━━ The records ━━
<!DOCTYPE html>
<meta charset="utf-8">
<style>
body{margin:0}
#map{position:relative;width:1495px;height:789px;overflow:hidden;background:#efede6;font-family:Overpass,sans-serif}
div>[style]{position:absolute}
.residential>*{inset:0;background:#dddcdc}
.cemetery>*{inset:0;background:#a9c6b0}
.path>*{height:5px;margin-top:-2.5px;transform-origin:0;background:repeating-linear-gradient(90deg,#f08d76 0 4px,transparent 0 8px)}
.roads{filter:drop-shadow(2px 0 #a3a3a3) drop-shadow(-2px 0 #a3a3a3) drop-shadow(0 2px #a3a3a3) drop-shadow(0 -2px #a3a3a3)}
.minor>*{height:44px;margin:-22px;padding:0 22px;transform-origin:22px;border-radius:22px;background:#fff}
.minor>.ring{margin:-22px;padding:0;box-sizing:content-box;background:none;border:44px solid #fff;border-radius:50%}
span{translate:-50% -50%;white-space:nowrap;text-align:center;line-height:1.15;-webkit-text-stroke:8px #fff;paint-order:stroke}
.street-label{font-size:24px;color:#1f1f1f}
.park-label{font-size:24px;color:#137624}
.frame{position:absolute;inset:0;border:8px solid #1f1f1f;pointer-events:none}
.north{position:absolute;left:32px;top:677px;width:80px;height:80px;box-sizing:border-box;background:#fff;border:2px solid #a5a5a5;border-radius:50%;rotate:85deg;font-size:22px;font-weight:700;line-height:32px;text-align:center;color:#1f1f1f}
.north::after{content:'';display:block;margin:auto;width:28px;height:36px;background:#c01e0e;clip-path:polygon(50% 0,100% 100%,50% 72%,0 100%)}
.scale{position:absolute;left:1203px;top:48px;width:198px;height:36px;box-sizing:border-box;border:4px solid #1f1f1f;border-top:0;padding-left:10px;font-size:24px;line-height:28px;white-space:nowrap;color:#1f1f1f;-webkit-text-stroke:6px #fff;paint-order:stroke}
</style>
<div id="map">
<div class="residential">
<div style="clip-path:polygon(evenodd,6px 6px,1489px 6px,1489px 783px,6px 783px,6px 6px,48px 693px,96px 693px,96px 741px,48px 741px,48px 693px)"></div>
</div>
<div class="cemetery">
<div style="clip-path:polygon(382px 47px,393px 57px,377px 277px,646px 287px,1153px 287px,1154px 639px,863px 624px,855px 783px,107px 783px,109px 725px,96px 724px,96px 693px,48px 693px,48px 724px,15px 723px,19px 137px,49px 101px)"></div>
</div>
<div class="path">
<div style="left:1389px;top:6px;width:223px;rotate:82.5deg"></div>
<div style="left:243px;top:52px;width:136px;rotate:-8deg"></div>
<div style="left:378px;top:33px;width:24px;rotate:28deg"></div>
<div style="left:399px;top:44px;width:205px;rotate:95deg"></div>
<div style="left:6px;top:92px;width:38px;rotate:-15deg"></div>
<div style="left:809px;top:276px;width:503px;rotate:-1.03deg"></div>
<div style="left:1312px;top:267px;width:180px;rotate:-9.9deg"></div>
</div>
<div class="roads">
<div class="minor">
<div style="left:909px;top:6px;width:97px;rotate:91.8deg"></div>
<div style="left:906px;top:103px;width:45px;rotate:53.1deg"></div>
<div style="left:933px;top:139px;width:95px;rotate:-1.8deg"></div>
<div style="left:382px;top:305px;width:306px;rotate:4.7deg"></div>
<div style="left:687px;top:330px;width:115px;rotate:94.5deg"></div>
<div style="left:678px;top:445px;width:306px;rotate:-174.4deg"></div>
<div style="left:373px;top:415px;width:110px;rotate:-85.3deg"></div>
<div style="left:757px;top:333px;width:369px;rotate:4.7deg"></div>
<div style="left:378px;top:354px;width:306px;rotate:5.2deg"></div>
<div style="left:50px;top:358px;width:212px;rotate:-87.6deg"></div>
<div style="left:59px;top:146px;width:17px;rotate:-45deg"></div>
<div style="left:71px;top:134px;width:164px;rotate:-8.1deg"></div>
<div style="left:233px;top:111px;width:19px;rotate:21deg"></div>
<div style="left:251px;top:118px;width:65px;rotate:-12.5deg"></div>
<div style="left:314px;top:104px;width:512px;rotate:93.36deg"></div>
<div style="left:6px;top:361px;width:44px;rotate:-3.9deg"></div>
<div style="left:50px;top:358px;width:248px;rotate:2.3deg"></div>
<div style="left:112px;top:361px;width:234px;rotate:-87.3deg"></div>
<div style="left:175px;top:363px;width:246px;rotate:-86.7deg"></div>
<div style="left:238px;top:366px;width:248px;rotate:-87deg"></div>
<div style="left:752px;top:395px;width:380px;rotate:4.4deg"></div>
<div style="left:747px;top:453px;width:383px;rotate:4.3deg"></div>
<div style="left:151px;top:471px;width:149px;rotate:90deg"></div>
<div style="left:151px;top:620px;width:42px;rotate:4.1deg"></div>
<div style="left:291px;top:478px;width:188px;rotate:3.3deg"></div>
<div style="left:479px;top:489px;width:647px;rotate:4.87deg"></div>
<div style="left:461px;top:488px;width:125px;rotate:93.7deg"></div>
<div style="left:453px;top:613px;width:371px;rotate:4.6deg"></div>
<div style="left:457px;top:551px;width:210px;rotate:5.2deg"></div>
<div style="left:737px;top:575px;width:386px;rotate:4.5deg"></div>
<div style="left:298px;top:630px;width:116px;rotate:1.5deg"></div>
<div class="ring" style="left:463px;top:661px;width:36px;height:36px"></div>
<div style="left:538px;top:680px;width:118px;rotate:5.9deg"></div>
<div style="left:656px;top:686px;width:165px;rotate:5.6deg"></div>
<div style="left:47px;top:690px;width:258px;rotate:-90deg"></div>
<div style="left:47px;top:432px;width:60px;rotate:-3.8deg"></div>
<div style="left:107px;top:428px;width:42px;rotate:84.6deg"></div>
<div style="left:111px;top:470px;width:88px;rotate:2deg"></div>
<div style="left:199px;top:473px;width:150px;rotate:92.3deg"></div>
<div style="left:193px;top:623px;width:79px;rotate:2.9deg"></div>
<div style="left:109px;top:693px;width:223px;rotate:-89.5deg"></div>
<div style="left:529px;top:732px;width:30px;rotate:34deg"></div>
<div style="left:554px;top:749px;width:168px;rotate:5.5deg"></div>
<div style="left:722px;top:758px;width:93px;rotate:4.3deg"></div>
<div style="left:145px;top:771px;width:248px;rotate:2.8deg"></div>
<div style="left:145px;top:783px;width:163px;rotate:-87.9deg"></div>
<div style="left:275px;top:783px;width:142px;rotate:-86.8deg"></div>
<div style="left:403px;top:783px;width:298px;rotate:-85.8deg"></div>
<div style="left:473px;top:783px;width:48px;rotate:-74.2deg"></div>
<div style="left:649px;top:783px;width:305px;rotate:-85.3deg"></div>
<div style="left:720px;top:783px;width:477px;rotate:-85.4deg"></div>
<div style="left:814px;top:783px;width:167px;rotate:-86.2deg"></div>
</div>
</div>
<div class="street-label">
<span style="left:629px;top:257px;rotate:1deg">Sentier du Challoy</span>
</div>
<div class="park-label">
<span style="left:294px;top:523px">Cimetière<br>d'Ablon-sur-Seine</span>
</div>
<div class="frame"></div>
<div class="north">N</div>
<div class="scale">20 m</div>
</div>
━━━
◆ **What you have to do**
Beginning at the top of the records above, transcribe each line exactly up to and including the line that holds "0 #a3a3a3) drop-shadow(-2px".

◆ **Response to this task**
<!DOCTYPE html>
<meta charset="utf-8">
<style>
body{margin:0}
#map{position:relative;width:1495px;height:789px;overflow:hidden;background:#efede6;font-family:Overpass,sans-serif}
div>[style]{position:absolute}
.residential>*{inset:0;background:#dddcdc}
.cemetery>*{inset:0;background:#a9c6b0}
.path>*{height:5px;margin-top:-2.5px;transform-origin:0;background:repeating-linear-gradient(90deg,#f08d76 0 4px,transparent 0 8px)}
.roads{filter:drop-shadow(2px 0 #a3a3a3) drop-shadow(-2px 0 #a3a3a3) drop-shadow(0 2px #a3a3a3) drop-shadow(0 -2px #a3a3a3)}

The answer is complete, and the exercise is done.